# Any noticable difference in 12-27 vs 11-28??



## MJCBH (Nov 25, 2002)

I currently run DA 7900 50-34 with a 12-27 Ultegra rear cassette and am thinking of switching to a 12-28 (which I will most likely have to do in the future anyway since apparently shimano is not making the 12-27 anymore). For climbing and on flats, do you think 1 cog is going to make that much of a difference? I previously had a triple set-up and really liked it for climbing.


----------



## cxwrench (Nov 9, 2004)

not sure why you think you can't get the 12-27 anymore, it's in stock at QBP and any shop can order it for you if they don't have it. 
as for the difference between 11-28 and 12-27...at the low end it's a pretty small difference between the 27 and the 28, you probably won't notice it. at the high end it's nearly 10%, so the 11 is a much higher gear than the 12. 
the cogs on the 27 look like this...
12,13,14,15,16,17,19,21,24,27
and the 28 is like this...
11,12,13,14,15,17,19,21,24,28
you do give up the 16 cog on the 28, but unless you're really finicky about that one cog, you should be fine.


----------



## nightfend (Mar 15, 2009)

27 to 28 is a small difference, you won't really notice it. But the 11 could possibly be useful if you are a racer. Otherwise I think the 12 is fine.


----------



## kbwh (May 28, 2010)

Loosing the 16 is big. I dislike the big jump between 17 and 19 too...


----------



## jwp3476 (Jun 22, 2010)

Normally there is a 3 cog change with a 12-27 cassette when changing the front ring with a 39-53 crankset. I found that I needed to shift 4 cogs on the 12-27 cassette frequently when shifting to and from the big ring with a 34-50 compact crankset but only 3 cogs with the 11-28.


----------



## ericm979 (Jun 26, 2005)

Shimano stopped making 12-27 ultegra. It's still available in Dura-Ace, but the cost is high. They're not worth using for training.

However Sram makes 1070s in 12-27 and they work well with Shimano derailleurs. They won't fit on 10sp freehubs that have the tall splines, but those were only on some Shimano hubs and a couple after market hubs. The large majority of Shimano style hubs accept Sram cassettes.


----------



## danl1 (Jul 23, 2005)

ericm979 said:


> Shimano stopped making 12-27 ultegra. It's still available in Dura-Ace, but the cost is high. They're not worth using for training.


Still available as 105.


----------



## Guest (Jan 23, 2012)

Do you have a compact or standard crank?

I have the 11-28 on mine, but that's because I have a 50x36 crankset. 50/11 is basically the same is 53/12, and 53/11 is widely considered overkill for almost all riders.
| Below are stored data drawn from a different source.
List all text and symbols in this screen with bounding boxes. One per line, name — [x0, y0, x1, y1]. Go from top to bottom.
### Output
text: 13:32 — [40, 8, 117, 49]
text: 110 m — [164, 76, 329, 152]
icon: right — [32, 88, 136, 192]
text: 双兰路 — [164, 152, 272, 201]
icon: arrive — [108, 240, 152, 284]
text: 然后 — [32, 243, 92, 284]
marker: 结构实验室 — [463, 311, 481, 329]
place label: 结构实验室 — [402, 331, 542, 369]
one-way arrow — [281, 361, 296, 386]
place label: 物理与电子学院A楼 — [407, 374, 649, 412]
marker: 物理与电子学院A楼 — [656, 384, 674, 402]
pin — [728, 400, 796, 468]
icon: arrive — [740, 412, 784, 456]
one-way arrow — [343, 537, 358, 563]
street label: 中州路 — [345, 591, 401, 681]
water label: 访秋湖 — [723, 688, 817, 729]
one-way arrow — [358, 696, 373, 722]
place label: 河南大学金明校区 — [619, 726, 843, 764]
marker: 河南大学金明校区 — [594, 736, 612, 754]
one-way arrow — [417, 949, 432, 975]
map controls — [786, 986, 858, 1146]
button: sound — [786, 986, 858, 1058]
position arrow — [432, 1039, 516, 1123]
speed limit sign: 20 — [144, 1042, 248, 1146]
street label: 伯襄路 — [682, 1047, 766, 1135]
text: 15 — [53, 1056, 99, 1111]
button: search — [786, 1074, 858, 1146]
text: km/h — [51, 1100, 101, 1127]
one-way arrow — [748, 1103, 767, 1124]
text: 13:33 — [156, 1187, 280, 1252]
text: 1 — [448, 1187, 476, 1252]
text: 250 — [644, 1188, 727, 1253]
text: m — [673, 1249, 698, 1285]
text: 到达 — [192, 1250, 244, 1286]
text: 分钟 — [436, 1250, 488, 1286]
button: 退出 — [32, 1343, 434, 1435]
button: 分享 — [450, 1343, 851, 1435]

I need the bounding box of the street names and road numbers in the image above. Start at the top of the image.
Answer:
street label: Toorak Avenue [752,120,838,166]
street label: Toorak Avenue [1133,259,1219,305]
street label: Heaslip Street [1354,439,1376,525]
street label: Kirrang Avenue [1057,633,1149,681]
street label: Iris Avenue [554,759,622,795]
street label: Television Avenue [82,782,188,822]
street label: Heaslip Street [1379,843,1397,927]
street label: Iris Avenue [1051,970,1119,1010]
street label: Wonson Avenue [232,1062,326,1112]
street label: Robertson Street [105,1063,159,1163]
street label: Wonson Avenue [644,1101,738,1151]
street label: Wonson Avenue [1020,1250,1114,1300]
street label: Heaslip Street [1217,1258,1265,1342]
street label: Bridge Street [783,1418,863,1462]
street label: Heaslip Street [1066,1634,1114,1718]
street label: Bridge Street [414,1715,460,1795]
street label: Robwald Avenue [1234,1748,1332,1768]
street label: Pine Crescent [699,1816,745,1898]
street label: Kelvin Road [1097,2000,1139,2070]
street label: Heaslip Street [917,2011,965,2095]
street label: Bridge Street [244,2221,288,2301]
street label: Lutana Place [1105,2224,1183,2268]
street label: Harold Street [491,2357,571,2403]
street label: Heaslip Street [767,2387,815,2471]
Check out a gear-calculator to see the differences:

 11-28 setup w/ 50x34 
12-27 w/ 50-34


The 12-27 gives you the 16t intermediate cog. The 11-28 gives a faster top-end, and allows you to develop more speed from the small-ring without cross chaining.


----------



## FBinNY (Jan 24, 2009)

You won't notice much difference between a 28t ans 27t low. Most times once you're in low gear you're just doing whatever it takes to get up the hill. The added 3% or so might help slightly.

The problem is at the other end, and really depends on which gears you use for general flat riding which is about 80-90% of the time. If you rarely ever used the 12t, you'll now have one more wasted gear. It come as a cost of a wider jump farther up the line, and if you ride the now missing gear routinely, you'll miss it. 

There's also the issue of the mid range gears being pushed inboard one position. If you spend lots of time on the outer chainring, in the upper middle of the cassette, then some of those combinations will be now be somewhat crossed over more, and will run noisier and cause increased chain wear.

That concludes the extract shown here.